(Task directions) Below are entries; print them exactly from the first line through the one containing "M1839,4h66v115l-24,20 -13,20 -35,-34z".

Collection entries
==========
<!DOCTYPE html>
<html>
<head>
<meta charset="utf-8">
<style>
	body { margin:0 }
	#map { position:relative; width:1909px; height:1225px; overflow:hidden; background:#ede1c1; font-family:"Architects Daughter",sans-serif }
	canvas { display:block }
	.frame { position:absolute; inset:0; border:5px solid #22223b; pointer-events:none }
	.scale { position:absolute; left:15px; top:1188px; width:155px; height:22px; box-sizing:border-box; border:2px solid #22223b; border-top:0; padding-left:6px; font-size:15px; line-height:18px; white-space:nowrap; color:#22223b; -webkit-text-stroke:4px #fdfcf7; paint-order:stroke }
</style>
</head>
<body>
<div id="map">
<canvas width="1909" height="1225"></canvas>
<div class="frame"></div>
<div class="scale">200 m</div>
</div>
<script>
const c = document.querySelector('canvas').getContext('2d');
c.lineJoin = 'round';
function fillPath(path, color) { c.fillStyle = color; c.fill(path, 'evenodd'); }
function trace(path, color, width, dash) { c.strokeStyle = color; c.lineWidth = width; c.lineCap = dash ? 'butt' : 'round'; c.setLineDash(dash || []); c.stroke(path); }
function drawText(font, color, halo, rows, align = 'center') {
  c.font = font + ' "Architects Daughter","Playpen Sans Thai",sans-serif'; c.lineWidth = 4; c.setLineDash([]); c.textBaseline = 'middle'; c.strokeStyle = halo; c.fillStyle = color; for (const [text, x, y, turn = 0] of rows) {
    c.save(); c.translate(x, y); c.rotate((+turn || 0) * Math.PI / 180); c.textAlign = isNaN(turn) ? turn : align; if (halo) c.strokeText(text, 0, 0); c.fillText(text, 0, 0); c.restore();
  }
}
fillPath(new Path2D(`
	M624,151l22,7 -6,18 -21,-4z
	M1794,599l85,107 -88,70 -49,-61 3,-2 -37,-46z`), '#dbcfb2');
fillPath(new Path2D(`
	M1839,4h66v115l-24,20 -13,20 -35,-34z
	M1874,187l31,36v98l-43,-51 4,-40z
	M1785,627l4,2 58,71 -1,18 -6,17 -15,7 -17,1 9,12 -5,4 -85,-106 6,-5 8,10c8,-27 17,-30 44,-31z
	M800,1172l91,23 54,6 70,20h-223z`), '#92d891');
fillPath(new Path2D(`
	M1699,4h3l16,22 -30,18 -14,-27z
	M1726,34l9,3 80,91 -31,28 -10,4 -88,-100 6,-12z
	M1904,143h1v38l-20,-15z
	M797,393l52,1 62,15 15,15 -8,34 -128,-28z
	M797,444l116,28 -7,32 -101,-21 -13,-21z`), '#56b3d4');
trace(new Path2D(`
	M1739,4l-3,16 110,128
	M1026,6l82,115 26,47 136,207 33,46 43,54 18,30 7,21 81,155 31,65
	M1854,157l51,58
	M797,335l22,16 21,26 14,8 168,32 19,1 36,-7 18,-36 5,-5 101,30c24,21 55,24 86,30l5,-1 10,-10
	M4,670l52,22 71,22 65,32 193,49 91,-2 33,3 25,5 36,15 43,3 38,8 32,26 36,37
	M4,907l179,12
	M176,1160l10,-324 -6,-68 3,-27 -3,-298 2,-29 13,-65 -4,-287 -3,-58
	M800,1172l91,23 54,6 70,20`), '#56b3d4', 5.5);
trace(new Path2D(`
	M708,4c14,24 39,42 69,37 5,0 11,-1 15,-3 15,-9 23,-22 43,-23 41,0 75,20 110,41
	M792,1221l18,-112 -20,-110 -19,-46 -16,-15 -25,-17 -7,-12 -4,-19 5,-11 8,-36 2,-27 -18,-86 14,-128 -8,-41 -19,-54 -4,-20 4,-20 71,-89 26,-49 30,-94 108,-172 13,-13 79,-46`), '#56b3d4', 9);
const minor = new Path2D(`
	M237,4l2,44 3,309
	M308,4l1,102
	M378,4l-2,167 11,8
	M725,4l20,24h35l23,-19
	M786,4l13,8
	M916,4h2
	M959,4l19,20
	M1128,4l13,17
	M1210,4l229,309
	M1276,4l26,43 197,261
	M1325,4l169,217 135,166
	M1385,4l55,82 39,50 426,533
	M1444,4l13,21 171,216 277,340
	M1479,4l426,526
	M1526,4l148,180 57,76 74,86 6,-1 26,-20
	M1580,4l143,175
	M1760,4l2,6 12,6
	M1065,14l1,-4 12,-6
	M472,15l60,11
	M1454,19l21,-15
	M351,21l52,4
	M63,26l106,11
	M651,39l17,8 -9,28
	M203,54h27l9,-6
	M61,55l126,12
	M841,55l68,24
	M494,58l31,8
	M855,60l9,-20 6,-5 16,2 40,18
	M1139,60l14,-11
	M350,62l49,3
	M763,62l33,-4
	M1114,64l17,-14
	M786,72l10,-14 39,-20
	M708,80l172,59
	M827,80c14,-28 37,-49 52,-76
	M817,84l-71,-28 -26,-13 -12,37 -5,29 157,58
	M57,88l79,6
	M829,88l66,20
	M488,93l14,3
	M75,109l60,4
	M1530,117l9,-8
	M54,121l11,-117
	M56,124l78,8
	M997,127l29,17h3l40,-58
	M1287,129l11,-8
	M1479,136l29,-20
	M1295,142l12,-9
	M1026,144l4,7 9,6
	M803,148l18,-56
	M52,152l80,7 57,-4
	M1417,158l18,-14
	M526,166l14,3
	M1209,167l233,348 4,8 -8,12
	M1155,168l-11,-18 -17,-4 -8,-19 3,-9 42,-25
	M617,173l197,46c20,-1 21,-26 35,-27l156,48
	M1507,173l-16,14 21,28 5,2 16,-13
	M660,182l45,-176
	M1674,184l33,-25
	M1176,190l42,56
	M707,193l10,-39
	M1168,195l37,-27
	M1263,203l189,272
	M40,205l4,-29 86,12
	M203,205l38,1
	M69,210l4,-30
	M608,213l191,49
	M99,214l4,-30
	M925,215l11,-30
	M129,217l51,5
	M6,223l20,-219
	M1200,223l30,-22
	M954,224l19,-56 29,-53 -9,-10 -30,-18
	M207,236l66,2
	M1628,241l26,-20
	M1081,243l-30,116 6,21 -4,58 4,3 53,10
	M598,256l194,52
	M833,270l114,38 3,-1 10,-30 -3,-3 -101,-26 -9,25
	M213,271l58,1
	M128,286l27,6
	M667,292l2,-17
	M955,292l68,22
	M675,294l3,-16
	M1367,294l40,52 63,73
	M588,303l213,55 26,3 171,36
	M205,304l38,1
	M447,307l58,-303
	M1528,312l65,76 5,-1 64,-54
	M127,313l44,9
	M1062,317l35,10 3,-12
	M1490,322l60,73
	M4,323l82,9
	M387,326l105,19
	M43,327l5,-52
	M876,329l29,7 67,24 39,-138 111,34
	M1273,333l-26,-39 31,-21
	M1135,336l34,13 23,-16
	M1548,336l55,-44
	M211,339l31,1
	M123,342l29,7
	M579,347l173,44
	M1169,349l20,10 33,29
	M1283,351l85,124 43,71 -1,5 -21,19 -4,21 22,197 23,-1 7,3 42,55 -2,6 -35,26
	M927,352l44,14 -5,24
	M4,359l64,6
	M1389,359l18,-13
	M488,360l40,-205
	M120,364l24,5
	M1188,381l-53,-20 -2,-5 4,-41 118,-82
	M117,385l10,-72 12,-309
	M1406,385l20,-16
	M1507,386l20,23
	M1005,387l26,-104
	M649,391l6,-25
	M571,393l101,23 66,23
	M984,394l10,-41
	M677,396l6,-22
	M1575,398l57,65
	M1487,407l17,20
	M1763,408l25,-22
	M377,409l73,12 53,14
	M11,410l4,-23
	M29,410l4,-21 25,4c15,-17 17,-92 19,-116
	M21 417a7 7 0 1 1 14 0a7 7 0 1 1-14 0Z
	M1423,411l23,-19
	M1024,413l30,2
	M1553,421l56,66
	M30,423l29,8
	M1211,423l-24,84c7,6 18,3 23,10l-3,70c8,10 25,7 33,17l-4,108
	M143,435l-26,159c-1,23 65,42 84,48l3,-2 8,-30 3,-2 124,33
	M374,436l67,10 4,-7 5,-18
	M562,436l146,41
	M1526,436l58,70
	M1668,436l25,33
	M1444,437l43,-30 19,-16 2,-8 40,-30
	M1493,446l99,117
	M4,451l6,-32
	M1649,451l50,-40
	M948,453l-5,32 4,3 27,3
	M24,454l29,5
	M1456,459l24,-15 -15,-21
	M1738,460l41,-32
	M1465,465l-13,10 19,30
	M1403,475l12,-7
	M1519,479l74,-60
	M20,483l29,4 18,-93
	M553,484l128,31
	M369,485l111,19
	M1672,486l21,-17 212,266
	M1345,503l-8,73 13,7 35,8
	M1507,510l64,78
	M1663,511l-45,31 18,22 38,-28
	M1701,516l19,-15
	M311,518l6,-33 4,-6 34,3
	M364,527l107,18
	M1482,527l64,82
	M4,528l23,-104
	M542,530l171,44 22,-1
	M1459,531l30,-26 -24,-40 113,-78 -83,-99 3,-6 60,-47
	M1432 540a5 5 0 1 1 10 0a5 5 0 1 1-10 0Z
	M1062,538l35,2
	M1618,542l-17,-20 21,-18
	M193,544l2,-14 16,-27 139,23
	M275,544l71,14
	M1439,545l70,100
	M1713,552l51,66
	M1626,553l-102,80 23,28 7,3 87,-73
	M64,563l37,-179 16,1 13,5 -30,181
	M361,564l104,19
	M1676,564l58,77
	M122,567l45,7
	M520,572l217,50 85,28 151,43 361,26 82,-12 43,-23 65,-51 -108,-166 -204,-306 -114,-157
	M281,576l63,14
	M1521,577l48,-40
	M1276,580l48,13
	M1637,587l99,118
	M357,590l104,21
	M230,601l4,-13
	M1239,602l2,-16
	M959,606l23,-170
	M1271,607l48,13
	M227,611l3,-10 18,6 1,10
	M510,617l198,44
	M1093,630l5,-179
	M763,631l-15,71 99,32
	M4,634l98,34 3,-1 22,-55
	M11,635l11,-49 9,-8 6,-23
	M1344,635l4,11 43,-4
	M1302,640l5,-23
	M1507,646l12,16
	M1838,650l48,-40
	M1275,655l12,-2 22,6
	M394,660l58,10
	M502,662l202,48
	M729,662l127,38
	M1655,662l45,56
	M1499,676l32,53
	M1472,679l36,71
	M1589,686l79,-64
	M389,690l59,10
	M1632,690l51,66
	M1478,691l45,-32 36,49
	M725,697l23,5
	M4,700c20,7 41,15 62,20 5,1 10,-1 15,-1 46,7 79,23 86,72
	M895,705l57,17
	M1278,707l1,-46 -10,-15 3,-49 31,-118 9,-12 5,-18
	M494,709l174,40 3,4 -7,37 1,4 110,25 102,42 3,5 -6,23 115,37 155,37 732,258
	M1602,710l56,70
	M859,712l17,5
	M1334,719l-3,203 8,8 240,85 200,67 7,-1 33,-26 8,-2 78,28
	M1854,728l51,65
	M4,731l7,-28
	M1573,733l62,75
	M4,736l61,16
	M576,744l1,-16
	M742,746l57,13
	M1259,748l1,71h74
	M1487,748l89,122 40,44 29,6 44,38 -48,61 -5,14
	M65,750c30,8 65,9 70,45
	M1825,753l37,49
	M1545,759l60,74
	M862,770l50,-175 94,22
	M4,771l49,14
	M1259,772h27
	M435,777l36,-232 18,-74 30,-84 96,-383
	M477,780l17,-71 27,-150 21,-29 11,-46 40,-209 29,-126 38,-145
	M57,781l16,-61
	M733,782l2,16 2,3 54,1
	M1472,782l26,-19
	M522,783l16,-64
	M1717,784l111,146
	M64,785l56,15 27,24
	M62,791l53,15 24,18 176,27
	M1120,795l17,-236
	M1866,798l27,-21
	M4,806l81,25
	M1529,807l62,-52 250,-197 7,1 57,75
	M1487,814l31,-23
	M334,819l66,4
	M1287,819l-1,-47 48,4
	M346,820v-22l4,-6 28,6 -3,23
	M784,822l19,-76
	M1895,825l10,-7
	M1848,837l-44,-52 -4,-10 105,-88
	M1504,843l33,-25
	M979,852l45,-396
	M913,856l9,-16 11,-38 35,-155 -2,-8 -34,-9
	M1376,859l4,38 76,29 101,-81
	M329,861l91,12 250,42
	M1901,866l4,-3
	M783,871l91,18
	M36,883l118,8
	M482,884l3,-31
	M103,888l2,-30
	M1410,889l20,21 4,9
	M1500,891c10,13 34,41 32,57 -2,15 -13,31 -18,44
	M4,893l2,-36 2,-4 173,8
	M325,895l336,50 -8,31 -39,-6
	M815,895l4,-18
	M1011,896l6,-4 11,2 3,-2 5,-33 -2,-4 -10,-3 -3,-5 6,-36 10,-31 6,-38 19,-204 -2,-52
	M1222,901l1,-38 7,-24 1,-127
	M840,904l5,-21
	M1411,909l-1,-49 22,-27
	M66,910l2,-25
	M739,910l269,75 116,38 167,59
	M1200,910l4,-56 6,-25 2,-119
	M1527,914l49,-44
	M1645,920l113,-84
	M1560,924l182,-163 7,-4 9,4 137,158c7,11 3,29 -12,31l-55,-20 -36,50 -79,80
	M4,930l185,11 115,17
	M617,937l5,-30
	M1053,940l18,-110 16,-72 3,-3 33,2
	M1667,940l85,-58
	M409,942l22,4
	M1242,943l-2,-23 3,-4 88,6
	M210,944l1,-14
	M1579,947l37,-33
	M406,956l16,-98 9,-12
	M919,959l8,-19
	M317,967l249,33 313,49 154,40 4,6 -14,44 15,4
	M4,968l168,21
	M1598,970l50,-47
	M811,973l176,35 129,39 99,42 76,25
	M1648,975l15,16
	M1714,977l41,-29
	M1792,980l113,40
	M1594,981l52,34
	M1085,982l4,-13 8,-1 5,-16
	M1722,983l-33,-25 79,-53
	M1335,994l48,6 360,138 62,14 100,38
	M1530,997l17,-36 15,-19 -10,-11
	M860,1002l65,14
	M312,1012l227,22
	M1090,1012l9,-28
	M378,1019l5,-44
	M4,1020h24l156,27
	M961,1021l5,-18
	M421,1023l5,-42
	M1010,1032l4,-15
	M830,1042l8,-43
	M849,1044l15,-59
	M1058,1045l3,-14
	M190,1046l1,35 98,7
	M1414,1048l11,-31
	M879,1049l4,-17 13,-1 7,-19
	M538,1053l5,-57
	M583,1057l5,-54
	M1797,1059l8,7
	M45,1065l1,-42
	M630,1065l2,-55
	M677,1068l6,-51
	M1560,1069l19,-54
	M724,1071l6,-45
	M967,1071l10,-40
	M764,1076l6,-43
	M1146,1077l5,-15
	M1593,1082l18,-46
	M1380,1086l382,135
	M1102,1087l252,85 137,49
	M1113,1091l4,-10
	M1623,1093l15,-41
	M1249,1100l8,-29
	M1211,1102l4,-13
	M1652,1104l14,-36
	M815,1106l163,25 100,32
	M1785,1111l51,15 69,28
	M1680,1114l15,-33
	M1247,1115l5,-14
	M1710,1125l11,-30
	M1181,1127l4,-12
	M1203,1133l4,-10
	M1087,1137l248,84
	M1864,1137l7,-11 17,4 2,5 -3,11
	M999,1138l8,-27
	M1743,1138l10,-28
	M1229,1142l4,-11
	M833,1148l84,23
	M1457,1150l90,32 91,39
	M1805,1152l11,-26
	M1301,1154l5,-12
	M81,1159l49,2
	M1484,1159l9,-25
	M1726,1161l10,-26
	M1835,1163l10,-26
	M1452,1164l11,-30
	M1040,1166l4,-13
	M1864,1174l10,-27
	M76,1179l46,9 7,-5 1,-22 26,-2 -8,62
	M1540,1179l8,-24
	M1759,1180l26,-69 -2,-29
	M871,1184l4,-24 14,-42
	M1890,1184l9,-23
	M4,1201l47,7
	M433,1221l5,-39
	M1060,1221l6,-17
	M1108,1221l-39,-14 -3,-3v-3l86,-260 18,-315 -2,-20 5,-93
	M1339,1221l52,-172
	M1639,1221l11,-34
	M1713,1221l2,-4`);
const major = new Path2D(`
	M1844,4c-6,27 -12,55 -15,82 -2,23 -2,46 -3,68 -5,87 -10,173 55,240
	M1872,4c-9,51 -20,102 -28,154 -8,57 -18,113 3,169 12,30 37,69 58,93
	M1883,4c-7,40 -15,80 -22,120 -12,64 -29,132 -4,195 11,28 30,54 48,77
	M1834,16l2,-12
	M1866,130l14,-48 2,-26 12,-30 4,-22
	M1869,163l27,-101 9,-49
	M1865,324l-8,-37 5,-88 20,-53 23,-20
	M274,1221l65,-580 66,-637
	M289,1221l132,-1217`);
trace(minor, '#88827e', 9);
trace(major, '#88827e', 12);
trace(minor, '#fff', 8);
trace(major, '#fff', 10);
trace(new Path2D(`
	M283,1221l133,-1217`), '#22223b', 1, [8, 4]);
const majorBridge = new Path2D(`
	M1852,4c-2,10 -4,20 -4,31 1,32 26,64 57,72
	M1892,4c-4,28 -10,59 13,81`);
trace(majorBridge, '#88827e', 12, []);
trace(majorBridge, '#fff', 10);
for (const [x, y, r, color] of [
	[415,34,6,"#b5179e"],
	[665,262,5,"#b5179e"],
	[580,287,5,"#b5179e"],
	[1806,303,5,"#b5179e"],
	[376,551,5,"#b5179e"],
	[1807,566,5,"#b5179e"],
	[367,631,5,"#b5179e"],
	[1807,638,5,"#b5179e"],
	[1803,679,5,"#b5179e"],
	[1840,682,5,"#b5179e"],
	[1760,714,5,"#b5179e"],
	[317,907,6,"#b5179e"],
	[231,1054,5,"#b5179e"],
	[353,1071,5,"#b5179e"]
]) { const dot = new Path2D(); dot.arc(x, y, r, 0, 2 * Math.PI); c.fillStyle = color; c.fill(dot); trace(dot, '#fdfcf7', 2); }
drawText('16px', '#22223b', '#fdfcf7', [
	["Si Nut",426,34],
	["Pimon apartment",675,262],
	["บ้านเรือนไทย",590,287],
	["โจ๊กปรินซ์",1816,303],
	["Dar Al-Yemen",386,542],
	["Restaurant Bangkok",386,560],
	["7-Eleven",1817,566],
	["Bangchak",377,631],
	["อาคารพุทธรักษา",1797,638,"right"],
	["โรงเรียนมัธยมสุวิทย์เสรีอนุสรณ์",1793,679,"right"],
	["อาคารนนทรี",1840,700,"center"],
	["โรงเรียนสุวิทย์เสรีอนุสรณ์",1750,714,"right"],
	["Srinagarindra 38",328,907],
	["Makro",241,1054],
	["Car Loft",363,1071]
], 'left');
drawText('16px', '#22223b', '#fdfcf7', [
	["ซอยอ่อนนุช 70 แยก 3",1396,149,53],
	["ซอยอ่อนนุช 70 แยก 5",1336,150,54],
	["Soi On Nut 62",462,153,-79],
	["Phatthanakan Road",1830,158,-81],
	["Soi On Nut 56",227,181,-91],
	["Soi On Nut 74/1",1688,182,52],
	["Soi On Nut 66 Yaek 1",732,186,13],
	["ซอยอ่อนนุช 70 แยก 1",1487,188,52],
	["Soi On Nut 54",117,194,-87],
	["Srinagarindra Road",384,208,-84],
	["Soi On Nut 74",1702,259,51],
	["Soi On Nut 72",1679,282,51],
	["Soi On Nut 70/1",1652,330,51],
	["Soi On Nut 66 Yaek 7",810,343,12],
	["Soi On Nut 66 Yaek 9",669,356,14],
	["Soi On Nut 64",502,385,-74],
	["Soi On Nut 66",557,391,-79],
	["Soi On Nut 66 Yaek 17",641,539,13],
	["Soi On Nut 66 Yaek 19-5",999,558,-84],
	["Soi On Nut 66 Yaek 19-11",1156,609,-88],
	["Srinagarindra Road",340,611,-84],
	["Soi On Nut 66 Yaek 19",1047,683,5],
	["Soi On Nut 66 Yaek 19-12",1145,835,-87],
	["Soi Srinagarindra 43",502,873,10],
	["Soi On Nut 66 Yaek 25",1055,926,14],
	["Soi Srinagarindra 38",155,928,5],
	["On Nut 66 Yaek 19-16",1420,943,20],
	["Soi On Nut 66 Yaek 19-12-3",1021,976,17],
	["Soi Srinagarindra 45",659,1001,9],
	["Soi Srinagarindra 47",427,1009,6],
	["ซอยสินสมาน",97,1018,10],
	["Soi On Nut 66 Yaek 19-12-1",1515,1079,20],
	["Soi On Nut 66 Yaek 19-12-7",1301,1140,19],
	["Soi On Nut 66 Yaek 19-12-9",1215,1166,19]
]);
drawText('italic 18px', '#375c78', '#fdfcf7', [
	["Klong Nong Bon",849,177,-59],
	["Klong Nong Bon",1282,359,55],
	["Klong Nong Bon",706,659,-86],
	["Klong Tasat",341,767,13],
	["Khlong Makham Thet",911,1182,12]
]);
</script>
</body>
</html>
==========
(Response)
<!DOCTYPE html>
<html>
<head>
<meta charset="utf-8">
<style>
	body { margin:0 }
	#map { position:relative; width:1909px; height:1225px; overflow:hidden; background:#ede1c1; font-family:"Architects Daughter",sans-serif }
	canvas { display:block }
	.frame { position:absolute; inset:0; border:5px solid #22223b; pointer-events:none }
	.scale { position:absolute; left:15px; top:1188px; width:155px; height:22px; box-sizing:border-box; border:2px solid #22223b; border-top:0; padding-left:6px; font-size:15px; line-height:18px; white-space:nowrap; color:#22223b; -webkit-text-stroke:4px #fdfcf7; paint-order:stroke }
</style>
</head>
<body>
<div id="map">
<canvas width="1909" height="1225"></canvas>
<div class="frame"></div>
<div class="scale">200 m</div>
</div>
<script>
const c = document.querySelector('canvas').getContext('2d');
c.lineJoin = 'round';
function fillPath(path, color) { c.fillStyle = color; c.fill(path, 'evenodd'); }
function trace(path, color, width, dash) { c.strokeStyle = color; c.lineWidth = width; c.lineCap = dash ? 'butt' : 'round'; c.setLineDash(dash || []); c.stroke(path); }
function drawText(font, color, halo, rows, align = 'center') {
  c.font = font + ' "Architects Daughter","Playpen Sans Thai",sans-serif'; c.lineWidth = 4; c.setLineDash([]); c.textBaseline = 'middle'; c.strokeStyle = halo; c.fillStyle = color; for (const [text, x, y, turn = 0] of rows) {
    c.save(); c.translate(x, y); c.rotate((+turn || 0) * Math.PI / 180); c.textAlign = isNaN(turn) ? turn : align; if (halo) c.strokeText(text, 0, 0); c.fillText(text, 0, 0); c.restore();
  }
}
fillPath(new Path2D(`
	M624,151l22,7 -6,18 -21,-4z
	M1794,599l85,107 -88,70 -49,-61 3,-2 -37,-46z`), '#dbcfb2');
fillPath(new Path2D(`
	M1839,4h66v115l-24,20 -13,20 -35,-34z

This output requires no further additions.